Data governance workshop
PDF version available here.
Workshop on Data Governance: Final Report
- Arlington, VA
- December 14-15, 2011
- Supported by NSF #0753138 and #0830944
The Internet and related technologies have created new opportunities to advance scientific research, in part by sharing research data sooner and more widely. The ability to discover, access and reuse existing research data has the potential to both improve the reproducibility of research as well as enable new research that builds on prior results in novel ways. Because of this potential there is increased interest from across the research enterprise (researchers, universities, funders, societies, publishers, etc.) in data sharing and related issues. This applies to all types of research, but particularly data-intensive or “big science”, and where data is expensive to produce or is not reproducible. However, our understanding of the legal, regulatory and policy environment surrounding research data lags behind that of other research outputs like publications or conference proceedings. This lack of shared understanding is hindering our ability to develop good policy and improve data sharing and reusability, but it is not yet clear who should take the lead in this area and create the framework for data governance that we currently lack. This workshop was a first attempt to define the issues of data governance, identify short- term activities to clarify and improve the situation, and suggest a long-term research agenda that would allow the research enterprise to create the vision of a truly scalable and interoperable “Web of data" that we believe can take scientific progress to new heights.

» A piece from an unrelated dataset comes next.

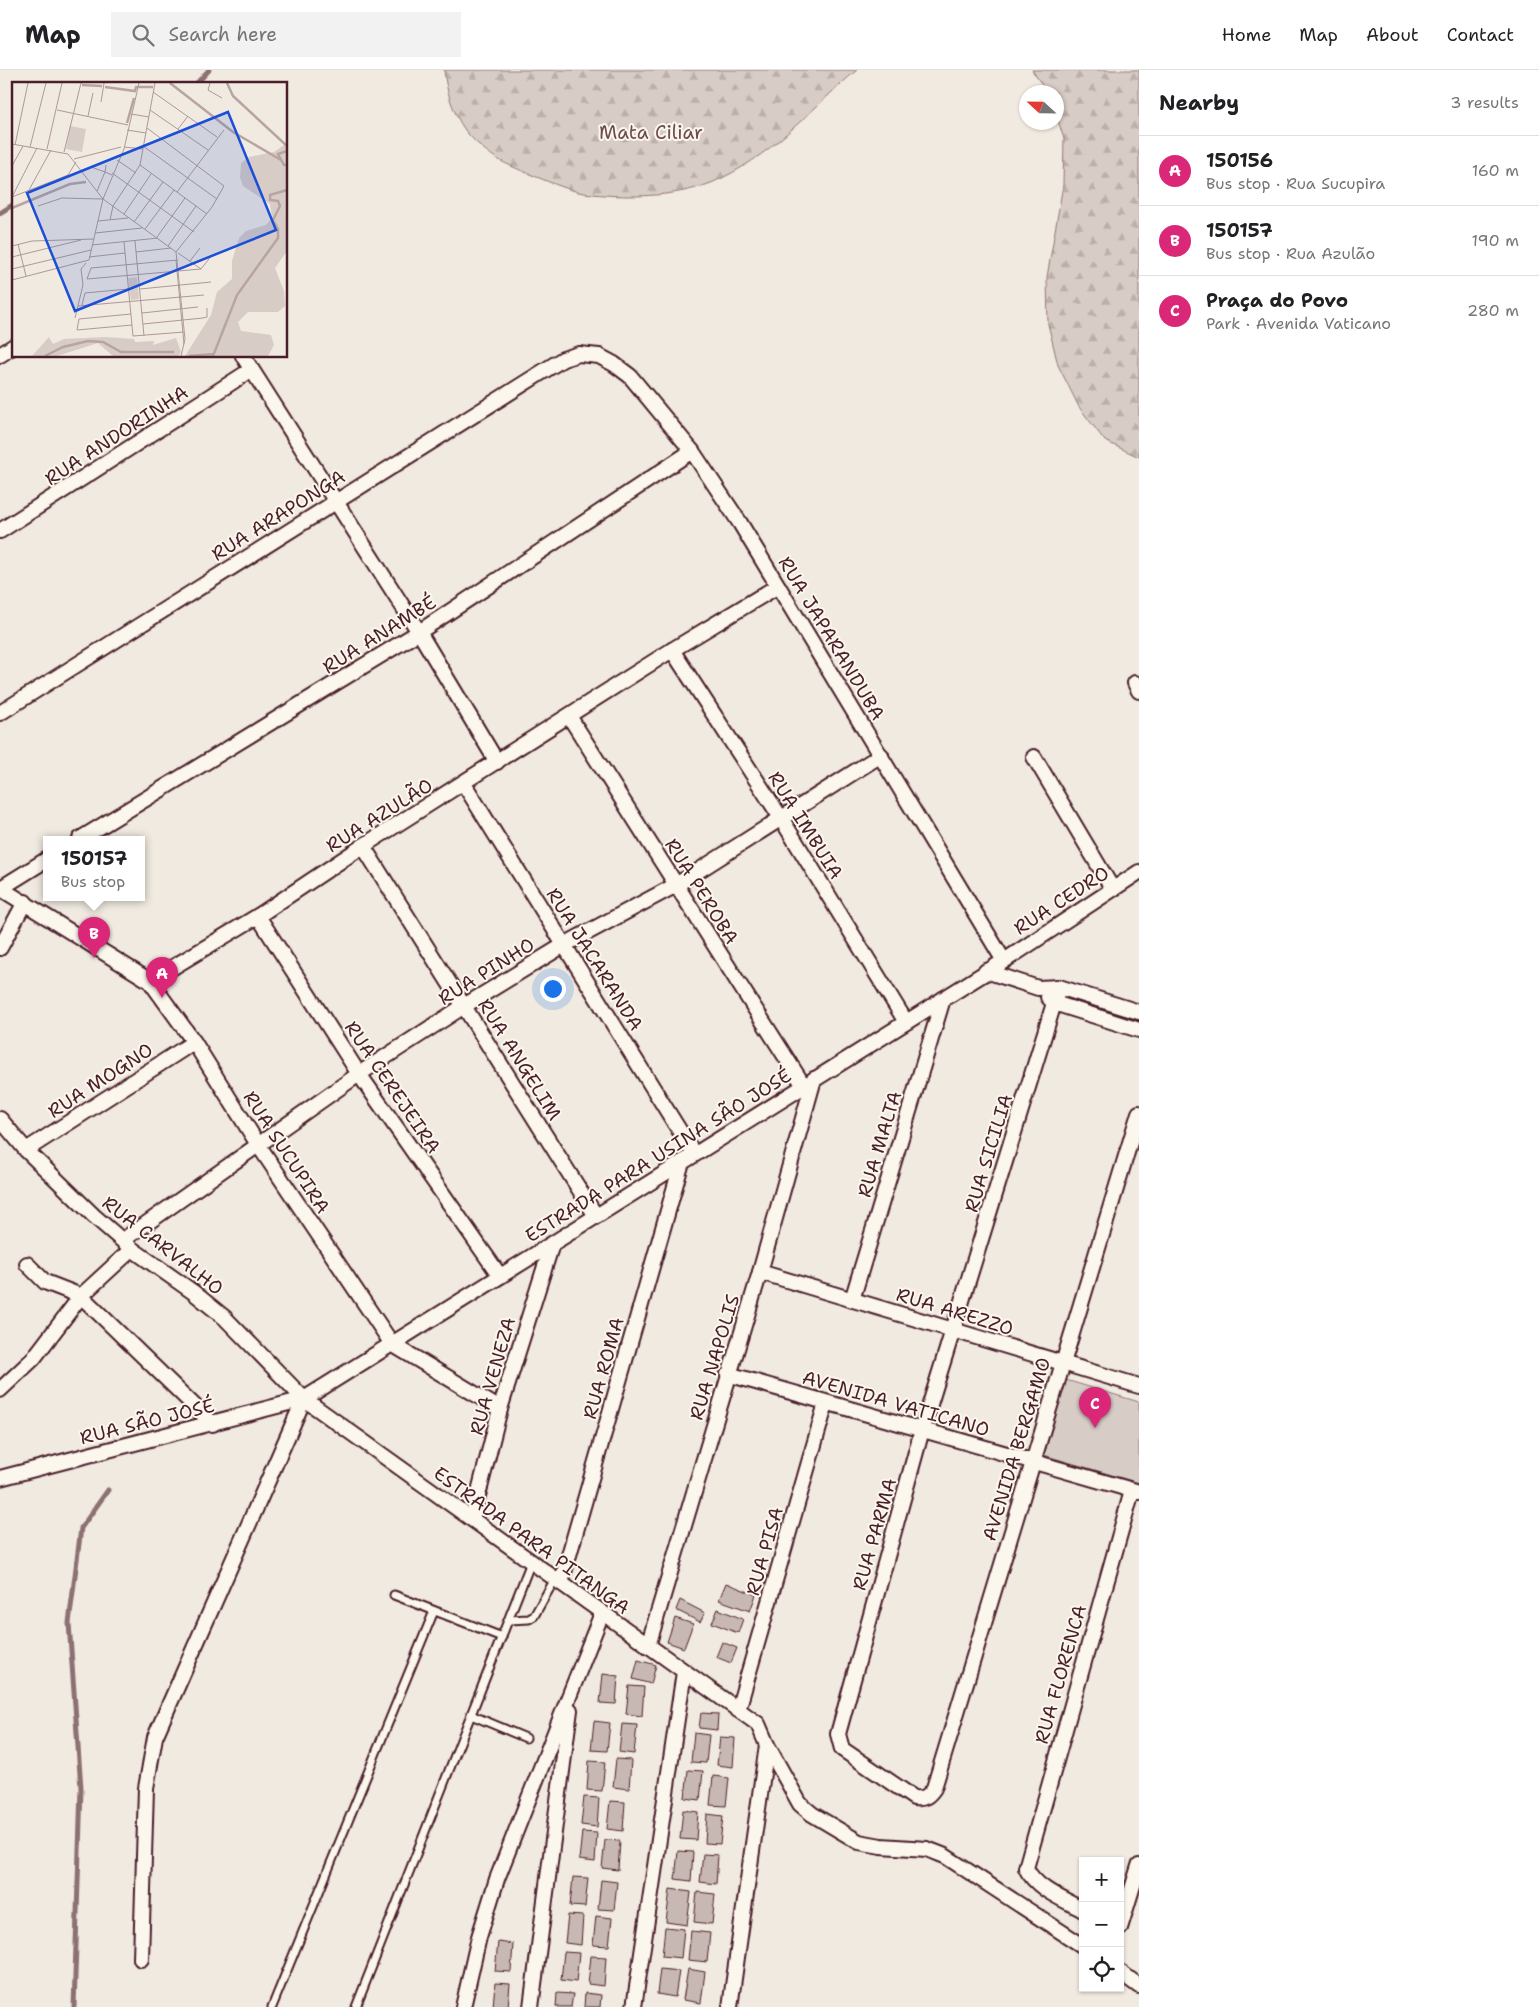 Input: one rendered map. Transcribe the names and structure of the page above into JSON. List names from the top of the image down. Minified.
{"streets":{"street":["RUA ANDORINHA","RUA ARAPONGA","RUA ANAMBÉ","RUA JAPARANDUBA","RUA AZULÃO","RUA IMBUIA","RUA PEROBA","RUA CEDRO","RUA JACARANDA","RUA PINHO","RUA ANGELIM","RUA MOGNO","RUA CEREJEIRA","RUA MALTA","RUA SUCUPIRA","RUA SICILIA","ESTRADA PARA USINA SÃO JOSÉ","RUA CARVALHO","RUA AREZZO","RUA NAPOLIS","RUA ROMA","RUA VENEZA","AVENIDA VATICANO","RUA SÃO JOSÉ","AVENIDA BERGAMO","RUA PARMA","ESTRADA PARA PITANGA","RUA PISA","RUA FLORENCA"]},"crossings":[["RUA ARAPONGA","RUA JAPARANDUBA"],["RUA ANAMBÉ","RUA JAPARANDUBA"],["RUA JAPARANDUBA","RUA AZULÃO"],["RUA JAPARANDUBA","RUA CEDRO"],["RUA JAPARANDUBA","RUA PINHO"],["RUA AZULÃO","RUA IMBUIA"],["RUA AZULÃO","RUA PEROBA"],["RUA AZULÃO","RUA JACARANDA"],["RUA AZULÃO","RUA ANGELIM"],["RUA AZULÃO","RUA CEREJEIRA"],["RUA AZULÃO","RUA SUCUPIRA"],["RUA IMBUIA","RUA PINHO"],["RUA IMBUIA","ESTRADA PARA USINA SÃO JOSÉ"],["RUA PEROBA","RUA PINHO"],["RUA PEROBA","ESTRADA PARA USINA SÃO JOSÉ"],["RUA PEROBA","RUA NAPOLIS"],["RUA JACARANDA","RUA PINHO"],["RUA JACARANDA","ESTRADA PARA USINA SÃO JOSÉ"],["RUA PINHO","RUA ANGELIM"],["RUA PINHO","RUA CEREJEIRA"],["RUA PINHO","RUA SUCUPIRA"],["RUA PINHO","RUA CARVALHO"],["RUA ANGELIM","ESTRADA PARA USINA SÃO JOSÉ"],["RUA MOGNO","RUA SUCUPIRA"],["RUA MOGNO","RUA CARVALHO"],["RUA CEREJEIRA","ESTRADA PARA USINA SÃO JOSÉ"],["RUA MALTA","ESTRADA PARA USINA SÃO JOSÉ"],["RUA MALTA","RUA AREZZO"],["RUA SUCUPIRA","ESTRADA PARA USINA SÃO JOSÉ"],["RUA SICILIA","RUA AREZZO"],["RUA SICILIA","RUA PARMA"],["ESTRADA PARA USINA SÃO JOSÉ","RUA CARVALHO"],["ESTRADA PARA USINA SÃO JOSÉ","RUA NAPOLIS"],["ESTRADA PARA USINA SÃO JOSÉ","RUA ROMA"],["ESTRADA PARA USINA SÃO JOSÉ","RUA VENEZA"],["ESTRADA PARA USINA SÃO JOSÉ","RUA SÃO JOSÉ"],["ESTRADA PARA USINA SÃO JOSÉ","ESTRADA PARA PITANGA"],["RUA CARVALHO","RUA SÃO JOSÉ"],["RUA CARVALHO","ESTRADA PARA PITANGA"],["RUA AREZZO","RUA NAPOLIS"],["RUA AREZZO","AVENIDA BERGAMO"],["RUA AREZZO","RUA PARMA"],["RUA NAPOLIS","AVENIDA VATICANO"],["RUA NAPOLIS","ESTRADA PARA PITANGA"],["RUA ROMA","ESTRADA PARA PITANGA"],["RUA VENEZA","ESTRADA PARA PITANGA"],["AVENIDA VATICANO","AVENIDA BERGAMO"],["AVENIDA VATICANO","RUA PARMA"],["AVENIDA VATICANO","RUA PISA"],["AVENIDA VATICANO","RUA FLORENCA"],["RUA SÃO JOSÉ","ESTRADA PARA PITANGA"],["AVENIDA BERGAMO","RUA PARMA"],["ESTRADA PARA PITANGA","RUA PISA"]],"parks":["Mata Ciliar"],"north":"left","page":{"header":"Map","search":"Search here","nav":["Home","Map","About","Contact"],"heading":["Nearby","3 results"],"list":[{"mark":"A","name":"150156","note":"Bus stop · Rua Sucupira","value":"160 m"},{"mark":"B","name":"150157","note":"Bus stop · Rua Azulão","value":"190 m"},{"mark":"C","name":"Praça do Povo","note":"Park · Avenida Vaticano","value":"280 m"}],"popup":["150157","Bus stop"],"pins":["B","A","C"],"map_buttons":["+","−"]}}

Data governance is the system of decision rights and responsibilities that describe who can take what actions with what data, when, under what circumstances, and using what methods. It includes laws and policies associated with data, as well as strategies for data quality control and management in the context of an organization. It includes the processes that insure important data are formally managed throughout an organization, including business processes and risk management. Organizations managing data are both traditional and well-defined (e.g. universities) as well as cultural or virtual (e.g. a scientific disciplines or large, international research collaborations). Data governance ensures that data can be trusted and that people are made accountable for actions affecting the data.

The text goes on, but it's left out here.